The Commonhold and Leasehold Reform Act 2002 empowers leaseholders
in this area, giving them wide-ranging rights to challenge
unreasonable charges, inspect documentation, apply for a management
audit, seek the appointment of a new manager etc. The new
provisions place greater administrative burdens on landlords,
management companies and managing agents, who ignore the obligations
at their peril.
Definition of service charge
Service 18(1) of the Landlord and Tenant Act 1985 (as amended
by the Commonhold and Leasehold Reform Act 2002) defines a
service charge as an amount payable by a tenant of a dwelling
as part of or in addition to the rent:
1. which is payable, directly or indirectly, for services,
repairs and maintenance, improvements or insurance or the
landlord's costs of management; and
2. the whole or part which varies or may vary according to
the relevant costs."
Pre-conditions for the recovery of service charges
Landlords of residential premises should be aware that there
are a number of steps and procedures which need to be followed
before service charges are deemed to be properly due:
Notices to accompany demands
Section 47 of the Landlord & Tenant Act 1987 provides
that any written demand given to a tenant must include the
name and address of the landlord/or managing agent. The charges
will not fall due until such a notice is given.
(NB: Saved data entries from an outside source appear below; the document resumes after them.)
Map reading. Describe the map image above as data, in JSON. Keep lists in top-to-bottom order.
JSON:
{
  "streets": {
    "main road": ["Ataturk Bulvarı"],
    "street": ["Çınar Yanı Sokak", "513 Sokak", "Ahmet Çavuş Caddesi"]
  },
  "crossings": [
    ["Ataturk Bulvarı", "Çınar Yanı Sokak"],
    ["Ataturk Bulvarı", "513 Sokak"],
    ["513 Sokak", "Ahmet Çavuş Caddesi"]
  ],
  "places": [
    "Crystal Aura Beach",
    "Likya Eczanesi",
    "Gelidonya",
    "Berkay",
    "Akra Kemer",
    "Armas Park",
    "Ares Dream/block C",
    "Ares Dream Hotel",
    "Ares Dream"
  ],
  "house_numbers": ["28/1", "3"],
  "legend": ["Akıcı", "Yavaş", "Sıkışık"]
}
Section 48 of the Landlord & Tenant Act 1987 also provides
that no rent or service charge will be due from the tenant
unless the landlord has served a written notice giving the
tenant an address in England and Wales at which notices can
be served on the landlord.
Section 153 of the Commonhold and Leasehold Reform Act 2002
requires a landlord to provide with every demand for payment
a summary of the tenant's rights and obligations in relation
to service charges.
Regular statements of account
Section 152 of the Commonhold and Leasehold Reform Act 2002
imposes a requirement for landlords to issue regular accounting
statements.
Landlords are obliged to supply a written statement not later
than 6 months after each accounting period. The statement
should summarise the total expenditure for the block and the
amount payable by the tenant. The statement of account must
also be certified by a qualified accountant and be accompanied
by a summary of the tenant's rights and obligations.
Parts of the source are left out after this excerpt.